Wäre es möglich und sinnvoll, solche arbeitsrechtlichen Auseinandersetzungen in einem Schiedsverfahren zu lösen? In diesem Blog zeigen wir auf, wann Schiedsklauseln in Arbeitsverträgen zulässig sind. Anschliessend legen wir Vor- und Nachteile von Schiedsverfahren bei arbeitsrechtlichen Streitigkeiten dar.
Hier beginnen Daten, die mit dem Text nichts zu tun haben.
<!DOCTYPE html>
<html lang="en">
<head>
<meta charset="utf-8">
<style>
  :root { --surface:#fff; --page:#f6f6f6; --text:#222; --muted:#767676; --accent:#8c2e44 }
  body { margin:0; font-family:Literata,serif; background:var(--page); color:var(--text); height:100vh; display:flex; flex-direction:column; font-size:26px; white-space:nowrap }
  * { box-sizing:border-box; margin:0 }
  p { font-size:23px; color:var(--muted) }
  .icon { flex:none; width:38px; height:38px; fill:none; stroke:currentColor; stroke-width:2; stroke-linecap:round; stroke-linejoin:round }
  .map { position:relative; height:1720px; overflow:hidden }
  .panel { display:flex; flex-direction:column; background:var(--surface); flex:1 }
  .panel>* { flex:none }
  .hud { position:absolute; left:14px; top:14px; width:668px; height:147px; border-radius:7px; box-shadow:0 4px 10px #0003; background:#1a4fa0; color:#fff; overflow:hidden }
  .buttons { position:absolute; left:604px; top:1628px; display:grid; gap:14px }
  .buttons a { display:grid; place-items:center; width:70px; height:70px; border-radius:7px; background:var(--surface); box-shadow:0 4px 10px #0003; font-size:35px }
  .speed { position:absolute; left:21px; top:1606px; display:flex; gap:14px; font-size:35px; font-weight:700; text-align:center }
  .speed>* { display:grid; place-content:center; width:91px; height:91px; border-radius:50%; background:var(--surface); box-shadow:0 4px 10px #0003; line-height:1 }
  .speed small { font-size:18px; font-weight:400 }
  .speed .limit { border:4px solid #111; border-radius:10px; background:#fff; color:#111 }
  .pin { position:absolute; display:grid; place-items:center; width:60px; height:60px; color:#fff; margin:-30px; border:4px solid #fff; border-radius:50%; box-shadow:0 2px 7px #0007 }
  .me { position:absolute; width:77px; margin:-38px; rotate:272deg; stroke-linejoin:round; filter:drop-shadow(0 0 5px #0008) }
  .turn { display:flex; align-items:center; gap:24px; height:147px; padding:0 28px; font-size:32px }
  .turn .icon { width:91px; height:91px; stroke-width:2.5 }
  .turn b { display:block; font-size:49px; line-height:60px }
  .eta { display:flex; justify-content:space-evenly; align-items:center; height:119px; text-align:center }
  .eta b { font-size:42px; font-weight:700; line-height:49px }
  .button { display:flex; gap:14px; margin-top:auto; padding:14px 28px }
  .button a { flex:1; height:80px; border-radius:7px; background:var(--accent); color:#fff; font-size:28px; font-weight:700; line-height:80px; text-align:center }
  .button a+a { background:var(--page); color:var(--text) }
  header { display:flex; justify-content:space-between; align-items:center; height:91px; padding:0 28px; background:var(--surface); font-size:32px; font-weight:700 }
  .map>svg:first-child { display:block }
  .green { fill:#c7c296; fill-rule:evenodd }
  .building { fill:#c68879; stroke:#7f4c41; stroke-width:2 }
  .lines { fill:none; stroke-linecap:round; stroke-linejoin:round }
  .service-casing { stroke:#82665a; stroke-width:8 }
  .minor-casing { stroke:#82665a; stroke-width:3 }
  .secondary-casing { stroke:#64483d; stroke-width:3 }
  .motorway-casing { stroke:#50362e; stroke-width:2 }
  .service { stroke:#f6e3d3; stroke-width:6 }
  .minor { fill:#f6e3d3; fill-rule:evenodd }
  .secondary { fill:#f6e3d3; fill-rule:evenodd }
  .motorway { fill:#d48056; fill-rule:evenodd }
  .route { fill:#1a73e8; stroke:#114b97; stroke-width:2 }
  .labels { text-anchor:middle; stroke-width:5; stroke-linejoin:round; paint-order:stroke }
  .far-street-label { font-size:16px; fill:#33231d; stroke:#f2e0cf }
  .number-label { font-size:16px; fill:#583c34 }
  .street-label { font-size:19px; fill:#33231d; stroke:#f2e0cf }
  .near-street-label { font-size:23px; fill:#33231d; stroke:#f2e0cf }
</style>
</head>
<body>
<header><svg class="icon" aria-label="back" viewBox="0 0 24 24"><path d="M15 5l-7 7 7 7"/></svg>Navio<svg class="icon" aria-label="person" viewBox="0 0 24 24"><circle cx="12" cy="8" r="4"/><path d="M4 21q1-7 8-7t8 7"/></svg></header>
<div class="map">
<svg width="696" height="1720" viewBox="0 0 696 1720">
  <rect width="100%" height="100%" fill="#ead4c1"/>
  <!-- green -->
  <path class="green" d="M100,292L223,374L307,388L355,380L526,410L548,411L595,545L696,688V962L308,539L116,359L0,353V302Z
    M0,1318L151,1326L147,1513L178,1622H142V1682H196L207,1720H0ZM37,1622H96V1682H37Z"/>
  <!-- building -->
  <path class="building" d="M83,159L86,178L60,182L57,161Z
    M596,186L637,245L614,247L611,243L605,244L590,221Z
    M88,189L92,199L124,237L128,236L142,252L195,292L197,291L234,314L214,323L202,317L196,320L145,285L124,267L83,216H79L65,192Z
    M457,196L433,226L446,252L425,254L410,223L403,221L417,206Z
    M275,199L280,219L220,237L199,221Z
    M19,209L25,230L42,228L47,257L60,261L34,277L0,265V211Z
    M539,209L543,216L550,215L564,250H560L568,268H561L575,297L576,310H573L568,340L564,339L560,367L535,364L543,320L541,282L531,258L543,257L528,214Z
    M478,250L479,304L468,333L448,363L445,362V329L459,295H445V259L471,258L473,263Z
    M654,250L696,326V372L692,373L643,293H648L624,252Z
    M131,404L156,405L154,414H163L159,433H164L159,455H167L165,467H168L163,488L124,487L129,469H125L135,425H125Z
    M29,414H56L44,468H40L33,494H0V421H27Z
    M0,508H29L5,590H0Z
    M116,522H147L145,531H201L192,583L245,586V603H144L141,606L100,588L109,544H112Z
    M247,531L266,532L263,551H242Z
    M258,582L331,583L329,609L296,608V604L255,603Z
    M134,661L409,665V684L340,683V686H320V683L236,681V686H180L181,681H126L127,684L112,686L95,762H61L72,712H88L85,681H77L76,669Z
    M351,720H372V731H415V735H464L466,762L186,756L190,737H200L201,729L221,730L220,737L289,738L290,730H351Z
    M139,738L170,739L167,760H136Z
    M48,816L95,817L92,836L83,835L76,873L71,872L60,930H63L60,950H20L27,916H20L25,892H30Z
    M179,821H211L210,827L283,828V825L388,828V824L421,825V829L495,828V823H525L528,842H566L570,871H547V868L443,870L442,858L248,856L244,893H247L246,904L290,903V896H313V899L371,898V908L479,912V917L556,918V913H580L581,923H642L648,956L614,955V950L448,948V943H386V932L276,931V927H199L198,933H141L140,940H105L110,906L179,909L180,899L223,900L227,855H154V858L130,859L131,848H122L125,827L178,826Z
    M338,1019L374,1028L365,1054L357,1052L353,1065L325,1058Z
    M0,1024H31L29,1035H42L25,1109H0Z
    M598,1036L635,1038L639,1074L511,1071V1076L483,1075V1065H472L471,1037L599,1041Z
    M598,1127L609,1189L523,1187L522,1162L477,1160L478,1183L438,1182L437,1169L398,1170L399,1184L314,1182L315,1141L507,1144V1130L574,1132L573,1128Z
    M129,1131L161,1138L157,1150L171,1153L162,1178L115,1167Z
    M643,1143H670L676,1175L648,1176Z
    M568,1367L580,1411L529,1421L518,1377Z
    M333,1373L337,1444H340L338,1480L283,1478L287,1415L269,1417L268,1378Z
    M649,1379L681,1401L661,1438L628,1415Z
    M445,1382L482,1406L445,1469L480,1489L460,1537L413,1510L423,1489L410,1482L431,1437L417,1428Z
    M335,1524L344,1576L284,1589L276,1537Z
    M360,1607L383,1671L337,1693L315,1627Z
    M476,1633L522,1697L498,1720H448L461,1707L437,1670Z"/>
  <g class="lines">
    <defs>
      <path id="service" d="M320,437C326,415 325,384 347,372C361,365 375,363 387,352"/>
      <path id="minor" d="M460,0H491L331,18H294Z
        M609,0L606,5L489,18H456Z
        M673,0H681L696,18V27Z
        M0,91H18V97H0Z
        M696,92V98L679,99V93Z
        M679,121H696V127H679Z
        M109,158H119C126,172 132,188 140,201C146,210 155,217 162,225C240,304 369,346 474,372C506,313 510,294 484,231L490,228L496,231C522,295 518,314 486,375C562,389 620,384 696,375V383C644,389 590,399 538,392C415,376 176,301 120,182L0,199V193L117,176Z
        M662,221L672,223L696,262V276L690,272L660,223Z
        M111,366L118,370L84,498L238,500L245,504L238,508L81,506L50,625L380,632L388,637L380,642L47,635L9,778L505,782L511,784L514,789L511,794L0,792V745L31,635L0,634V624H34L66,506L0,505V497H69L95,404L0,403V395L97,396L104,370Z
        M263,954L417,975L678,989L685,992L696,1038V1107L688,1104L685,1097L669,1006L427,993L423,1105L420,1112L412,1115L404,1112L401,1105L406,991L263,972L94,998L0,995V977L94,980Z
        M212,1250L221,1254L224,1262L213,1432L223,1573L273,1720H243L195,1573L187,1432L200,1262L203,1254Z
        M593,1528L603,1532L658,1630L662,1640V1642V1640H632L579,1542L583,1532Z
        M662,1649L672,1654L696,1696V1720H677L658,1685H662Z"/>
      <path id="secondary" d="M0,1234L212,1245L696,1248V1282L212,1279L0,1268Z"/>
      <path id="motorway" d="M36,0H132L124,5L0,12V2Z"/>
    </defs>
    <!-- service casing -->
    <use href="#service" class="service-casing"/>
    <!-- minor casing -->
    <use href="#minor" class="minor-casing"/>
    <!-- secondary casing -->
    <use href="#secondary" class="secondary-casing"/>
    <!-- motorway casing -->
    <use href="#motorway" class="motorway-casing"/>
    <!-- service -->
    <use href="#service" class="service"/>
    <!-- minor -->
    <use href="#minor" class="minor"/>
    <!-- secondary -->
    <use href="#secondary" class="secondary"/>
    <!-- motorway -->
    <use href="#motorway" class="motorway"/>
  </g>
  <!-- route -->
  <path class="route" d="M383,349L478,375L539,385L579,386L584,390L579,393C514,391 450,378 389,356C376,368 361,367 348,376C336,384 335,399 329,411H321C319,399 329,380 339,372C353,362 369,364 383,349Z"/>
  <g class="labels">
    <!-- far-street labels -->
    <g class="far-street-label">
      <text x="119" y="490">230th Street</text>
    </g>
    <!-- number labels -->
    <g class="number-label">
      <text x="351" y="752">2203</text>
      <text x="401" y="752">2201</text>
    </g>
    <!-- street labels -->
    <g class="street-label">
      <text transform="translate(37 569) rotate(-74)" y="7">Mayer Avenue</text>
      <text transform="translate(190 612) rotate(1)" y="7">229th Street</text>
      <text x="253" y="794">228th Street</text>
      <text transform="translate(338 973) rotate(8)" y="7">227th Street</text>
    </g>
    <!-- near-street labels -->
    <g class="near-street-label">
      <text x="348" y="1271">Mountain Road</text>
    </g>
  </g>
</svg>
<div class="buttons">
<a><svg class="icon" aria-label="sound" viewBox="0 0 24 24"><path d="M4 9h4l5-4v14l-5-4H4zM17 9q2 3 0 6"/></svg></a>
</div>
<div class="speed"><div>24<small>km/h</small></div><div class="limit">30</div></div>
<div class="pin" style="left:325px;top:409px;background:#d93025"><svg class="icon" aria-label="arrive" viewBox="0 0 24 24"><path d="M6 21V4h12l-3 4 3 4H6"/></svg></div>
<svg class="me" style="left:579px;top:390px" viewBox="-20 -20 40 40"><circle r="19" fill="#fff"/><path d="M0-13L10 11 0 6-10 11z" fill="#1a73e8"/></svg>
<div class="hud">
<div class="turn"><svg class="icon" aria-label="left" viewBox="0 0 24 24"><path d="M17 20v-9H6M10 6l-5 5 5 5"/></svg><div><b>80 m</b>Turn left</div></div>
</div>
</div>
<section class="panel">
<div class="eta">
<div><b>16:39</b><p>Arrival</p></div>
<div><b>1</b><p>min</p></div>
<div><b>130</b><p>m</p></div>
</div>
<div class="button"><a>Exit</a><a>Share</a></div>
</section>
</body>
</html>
Eine Schiedsklausel ist eine vertragliche Bestimmung, die Parteien in einem Vertrag vereinbaren können, um im Falle von Streitigkeiten eine alternative Methode zur Konfliktlösung zu nutzen. Statt vor ordentlichen (staatlichen) Gerichten zu klagen, entscheiden sich die Parteien dafür, mögliche Auseinandersetzungen vor einem Schiedsgericht (privates Gericht) zu lösen. Der Entscheid eines Schiedsgerichts kann anerkannt und durch das Mittel der Zwangsvollstreckung durchgesetzt werden.
Die Frage, ob ein arbeitsrechtlicher Anspruch schiedsfähig ist, also Gegenstand eines Schiedsverfahrens sein kann, wird von mehreren Faktoren beeinflusst. Hierbei ist von Bedeutung, ob es sich um ein nationales oder internationales Arbeitsverhältnis handelt und ob die Streitigkeit im Rahmen des individuellen (zwischen Arbeitnehmer und Arbeitgeber) oder kollektiven (z.B. zwischen Arbeitgeberverbänden und Gewerkschaften) Arbeitsrechts auftritt.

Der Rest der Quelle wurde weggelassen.